▶ _YOUR TASK_: Leaving out all pictures, transcribe the lines below exactly, from the first through the line containing "2px #505962) drop-shadow(0".

▶ _RECORDS TO PROCESS_:
+++
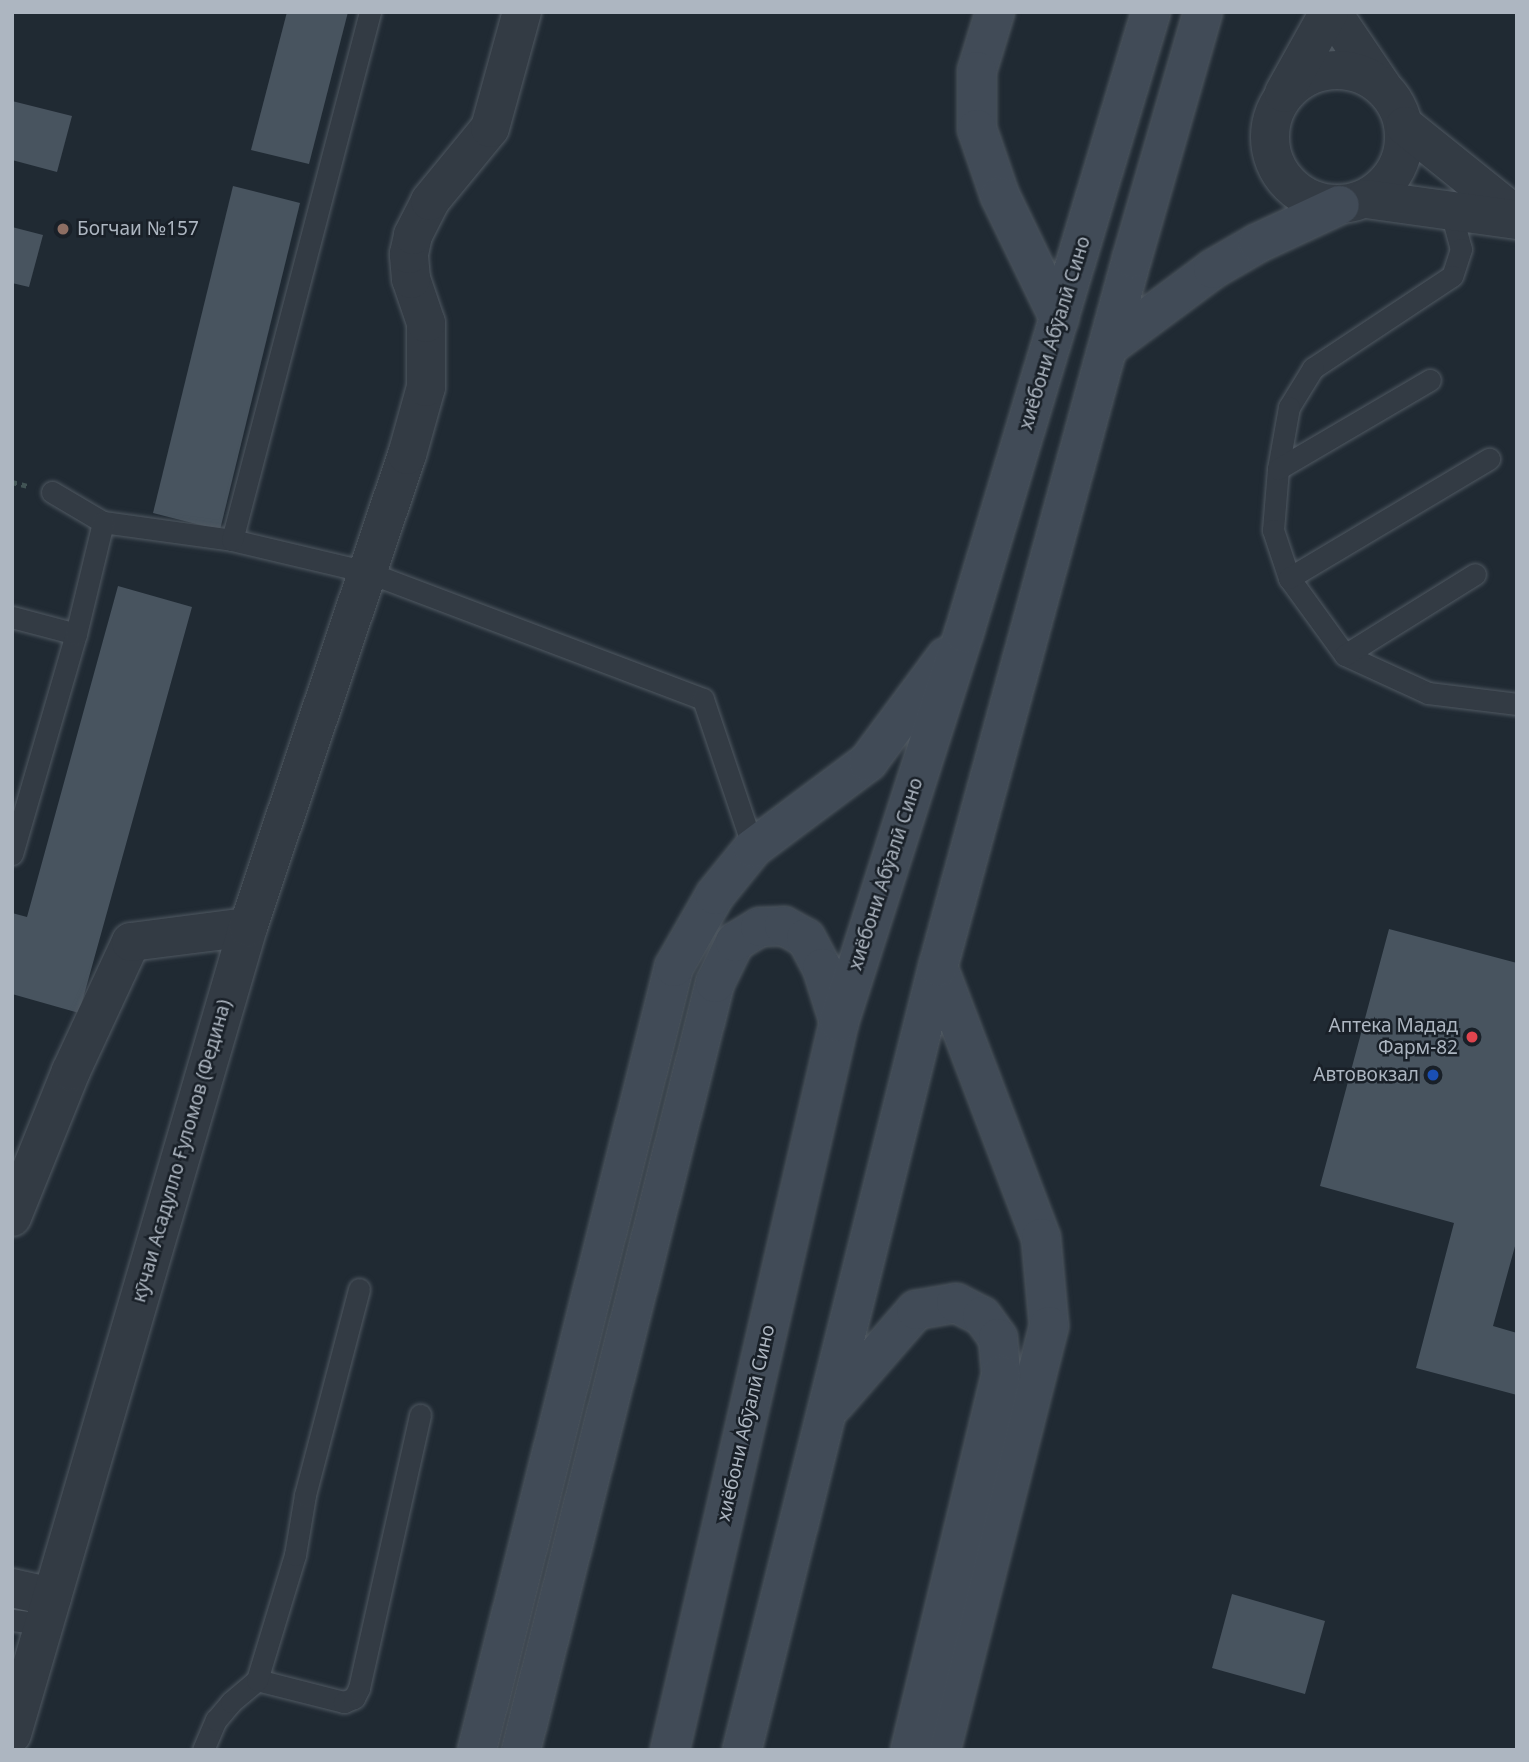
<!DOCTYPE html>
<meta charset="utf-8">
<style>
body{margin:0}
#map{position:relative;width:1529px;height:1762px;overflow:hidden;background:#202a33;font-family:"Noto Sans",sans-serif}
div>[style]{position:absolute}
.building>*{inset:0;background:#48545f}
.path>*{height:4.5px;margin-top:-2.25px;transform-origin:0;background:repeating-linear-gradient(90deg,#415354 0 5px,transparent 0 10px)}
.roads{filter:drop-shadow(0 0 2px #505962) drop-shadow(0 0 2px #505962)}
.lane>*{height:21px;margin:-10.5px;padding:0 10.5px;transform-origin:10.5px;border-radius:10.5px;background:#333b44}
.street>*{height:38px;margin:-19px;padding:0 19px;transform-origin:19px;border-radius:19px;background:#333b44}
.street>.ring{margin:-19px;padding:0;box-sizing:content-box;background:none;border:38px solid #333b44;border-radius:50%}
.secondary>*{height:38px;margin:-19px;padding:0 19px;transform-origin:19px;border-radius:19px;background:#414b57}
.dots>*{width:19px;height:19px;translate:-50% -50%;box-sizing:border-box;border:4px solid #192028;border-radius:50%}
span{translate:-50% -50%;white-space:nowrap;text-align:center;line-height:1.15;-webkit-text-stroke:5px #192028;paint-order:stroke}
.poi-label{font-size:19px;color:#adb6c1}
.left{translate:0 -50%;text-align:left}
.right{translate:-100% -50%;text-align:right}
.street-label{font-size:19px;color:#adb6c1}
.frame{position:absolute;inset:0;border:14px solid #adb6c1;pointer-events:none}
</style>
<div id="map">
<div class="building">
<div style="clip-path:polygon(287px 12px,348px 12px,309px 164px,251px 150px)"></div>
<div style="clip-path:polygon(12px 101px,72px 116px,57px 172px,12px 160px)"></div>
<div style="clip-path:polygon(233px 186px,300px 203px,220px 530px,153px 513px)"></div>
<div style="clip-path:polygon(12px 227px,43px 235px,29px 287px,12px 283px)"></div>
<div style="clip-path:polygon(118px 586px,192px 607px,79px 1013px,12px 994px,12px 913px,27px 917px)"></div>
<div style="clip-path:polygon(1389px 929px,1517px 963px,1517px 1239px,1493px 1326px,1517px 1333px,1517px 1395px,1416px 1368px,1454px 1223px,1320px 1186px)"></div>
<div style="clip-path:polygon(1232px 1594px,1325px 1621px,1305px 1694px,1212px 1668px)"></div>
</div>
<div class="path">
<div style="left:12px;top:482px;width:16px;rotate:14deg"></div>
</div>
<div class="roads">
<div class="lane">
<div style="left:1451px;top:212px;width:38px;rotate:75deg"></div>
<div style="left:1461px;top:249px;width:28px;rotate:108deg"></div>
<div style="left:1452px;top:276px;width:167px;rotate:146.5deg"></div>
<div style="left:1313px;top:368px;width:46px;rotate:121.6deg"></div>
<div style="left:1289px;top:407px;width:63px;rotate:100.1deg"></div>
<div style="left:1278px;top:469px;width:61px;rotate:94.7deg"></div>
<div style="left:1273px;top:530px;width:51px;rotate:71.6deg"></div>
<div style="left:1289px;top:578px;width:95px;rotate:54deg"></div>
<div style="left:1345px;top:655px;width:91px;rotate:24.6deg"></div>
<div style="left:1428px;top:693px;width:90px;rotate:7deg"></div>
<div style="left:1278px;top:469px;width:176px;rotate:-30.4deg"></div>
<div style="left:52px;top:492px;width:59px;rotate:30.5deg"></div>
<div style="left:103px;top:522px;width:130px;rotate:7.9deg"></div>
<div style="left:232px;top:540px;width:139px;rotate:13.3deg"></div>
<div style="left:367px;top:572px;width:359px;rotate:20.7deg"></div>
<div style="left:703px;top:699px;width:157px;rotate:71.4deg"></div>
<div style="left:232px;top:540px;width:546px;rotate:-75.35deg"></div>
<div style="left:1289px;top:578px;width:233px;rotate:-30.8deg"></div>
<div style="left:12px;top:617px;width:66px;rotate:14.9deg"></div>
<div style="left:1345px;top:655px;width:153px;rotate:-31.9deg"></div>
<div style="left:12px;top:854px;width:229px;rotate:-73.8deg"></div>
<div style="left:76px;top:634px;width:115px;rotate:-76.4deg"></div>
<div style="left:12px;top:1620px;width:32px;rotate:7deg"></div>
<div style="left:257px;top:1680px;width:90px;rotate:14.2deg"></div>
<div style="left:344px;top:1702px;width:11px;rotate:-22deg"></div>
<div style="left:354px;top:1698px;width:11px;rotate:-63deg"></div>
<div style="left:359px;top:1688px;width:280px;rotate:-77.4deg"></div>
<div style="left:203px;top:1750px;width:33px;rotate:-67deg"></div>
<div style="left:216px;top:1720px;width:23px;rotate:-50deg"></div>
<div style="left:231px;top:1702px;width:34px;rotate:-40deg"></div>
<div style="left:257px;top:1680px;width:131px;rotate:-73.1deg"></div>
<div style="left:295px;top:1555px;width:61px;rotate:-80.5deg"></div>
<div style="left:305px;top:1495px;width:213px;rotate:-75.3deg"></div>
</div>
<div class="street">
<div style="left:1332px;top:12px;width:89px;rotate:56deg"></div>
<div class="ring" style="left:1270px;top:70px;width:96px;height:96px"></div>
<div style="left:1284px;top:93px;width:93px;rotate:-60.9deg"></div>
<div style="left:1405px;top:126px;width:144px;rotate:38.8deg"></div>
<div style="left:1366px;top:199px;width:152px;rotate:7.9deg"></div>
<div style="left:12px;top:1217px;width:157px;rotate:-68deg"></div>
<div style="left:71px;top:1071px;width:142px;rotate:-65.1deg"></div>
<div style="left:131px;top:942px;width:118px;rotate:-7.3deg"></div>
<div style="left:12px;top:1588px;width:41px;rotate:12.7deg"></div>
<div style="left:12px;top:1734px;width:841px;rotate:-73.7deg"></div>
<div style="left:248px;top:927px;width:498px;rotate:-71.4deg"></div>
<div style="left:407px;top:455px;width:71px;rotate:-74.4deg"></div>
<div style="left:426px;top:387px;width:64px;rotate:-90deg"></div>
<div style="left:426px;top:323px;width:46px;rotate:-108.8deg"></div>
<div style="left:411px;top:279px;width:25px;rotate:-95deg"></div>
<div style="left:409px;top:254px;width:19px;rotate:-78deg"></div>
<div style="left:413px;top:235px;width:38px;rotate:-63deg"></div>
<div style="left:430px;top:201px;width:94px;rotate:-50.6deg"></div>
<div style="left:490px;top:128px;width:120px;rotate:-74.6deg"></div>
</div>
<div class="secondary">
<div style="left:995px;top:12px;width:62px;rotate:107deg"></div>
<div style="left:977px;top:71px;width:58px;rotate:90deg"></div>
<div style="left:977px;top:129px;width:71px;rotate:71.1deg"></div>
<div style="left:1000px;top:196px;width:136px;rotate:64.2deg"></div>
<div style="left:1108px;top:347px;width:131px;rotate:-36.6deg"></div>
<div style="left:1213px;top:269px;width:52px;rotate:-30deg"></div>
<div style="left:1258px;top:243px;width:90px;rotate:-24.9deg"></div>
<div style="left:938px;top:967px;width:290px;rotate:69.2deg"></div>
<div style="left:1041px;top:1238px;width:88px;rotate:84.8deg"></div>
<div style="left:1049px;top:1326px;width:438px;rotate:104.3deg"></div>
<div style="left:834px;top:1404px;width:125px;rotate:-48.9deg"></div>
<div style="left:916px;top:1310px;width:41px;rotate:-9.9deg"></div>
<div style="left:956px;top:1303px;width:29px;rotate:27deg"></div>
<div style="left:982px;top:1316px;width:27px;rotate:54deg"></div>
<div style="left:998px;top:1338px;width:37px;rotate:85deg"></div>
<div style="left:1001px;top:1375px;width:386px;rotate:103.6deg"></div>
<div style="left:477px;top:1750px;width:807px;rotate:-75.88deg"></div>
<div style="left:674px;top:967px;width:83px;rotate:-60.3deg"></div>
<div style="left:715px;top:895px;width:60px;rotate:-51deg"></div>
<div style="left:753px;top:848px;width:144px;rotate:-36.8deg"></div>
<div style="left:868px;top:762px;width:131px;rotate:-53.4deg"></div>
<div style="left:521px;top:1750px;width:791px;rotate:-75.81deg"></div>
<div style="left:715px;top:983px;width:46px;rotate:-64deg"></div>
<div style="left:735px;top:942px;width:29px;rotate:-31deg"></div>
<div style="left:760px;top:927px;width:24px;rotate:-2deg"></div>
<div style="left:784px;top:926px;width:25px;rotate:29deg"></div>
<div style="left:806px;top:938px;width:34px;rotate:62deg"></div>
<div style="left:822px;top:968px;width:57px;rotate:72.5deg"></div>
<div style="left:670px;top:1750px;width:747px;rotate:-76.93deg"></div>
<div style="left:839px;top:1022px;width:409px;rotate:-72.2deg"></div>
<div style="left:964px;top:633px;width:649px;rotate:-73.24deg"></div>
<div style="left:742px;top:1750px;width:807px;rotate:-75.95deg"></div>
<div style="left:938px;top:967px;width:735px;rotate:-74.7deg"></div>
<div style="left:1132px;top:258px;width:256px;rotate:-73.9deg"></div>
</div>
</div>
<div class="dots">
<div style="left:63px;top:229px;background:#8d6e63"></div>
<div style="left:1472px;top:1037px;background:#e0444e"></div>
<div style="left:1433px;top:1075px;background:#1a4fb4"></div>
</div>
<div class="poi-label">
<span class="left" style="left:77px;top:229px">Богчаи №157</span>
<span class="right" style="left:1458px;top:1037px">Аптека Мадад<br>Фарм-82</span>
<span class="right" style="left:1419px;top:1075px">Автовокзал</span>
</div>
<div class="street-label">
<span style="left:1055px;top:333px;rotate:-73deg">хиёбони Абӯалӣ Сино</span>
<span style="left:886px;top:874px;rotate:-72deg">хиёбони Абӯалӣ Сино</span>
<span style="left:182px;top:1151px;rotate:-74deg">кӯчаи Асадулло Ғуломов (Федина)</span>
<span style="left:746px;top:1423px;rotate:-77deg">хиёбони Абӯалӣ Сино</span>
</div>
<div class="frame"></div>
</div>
+++
▶ _RESPONSE BELOW_:
<!DOCTYPE html>
<meta charset="utf-8">
<style>
body{margin:0}
#map{position:relative;width:1529px;height:1762px;overflow:hidden;background:#202a33;font-family:"Noto Sans",sans-serif}
div>[style]{position:absolute}
.building>*{inset:0;background:#48545f}
.path>*{height:4.5px;margin-top:-2.25px;transform-origin:0;background:repeating-linear-gradient(90deg,#415354 0 5px,transparent 0 10px)}
.roads{filter:drop-shadow(0 0 2px #505962) drop-shadow(0 0 2px #505962)}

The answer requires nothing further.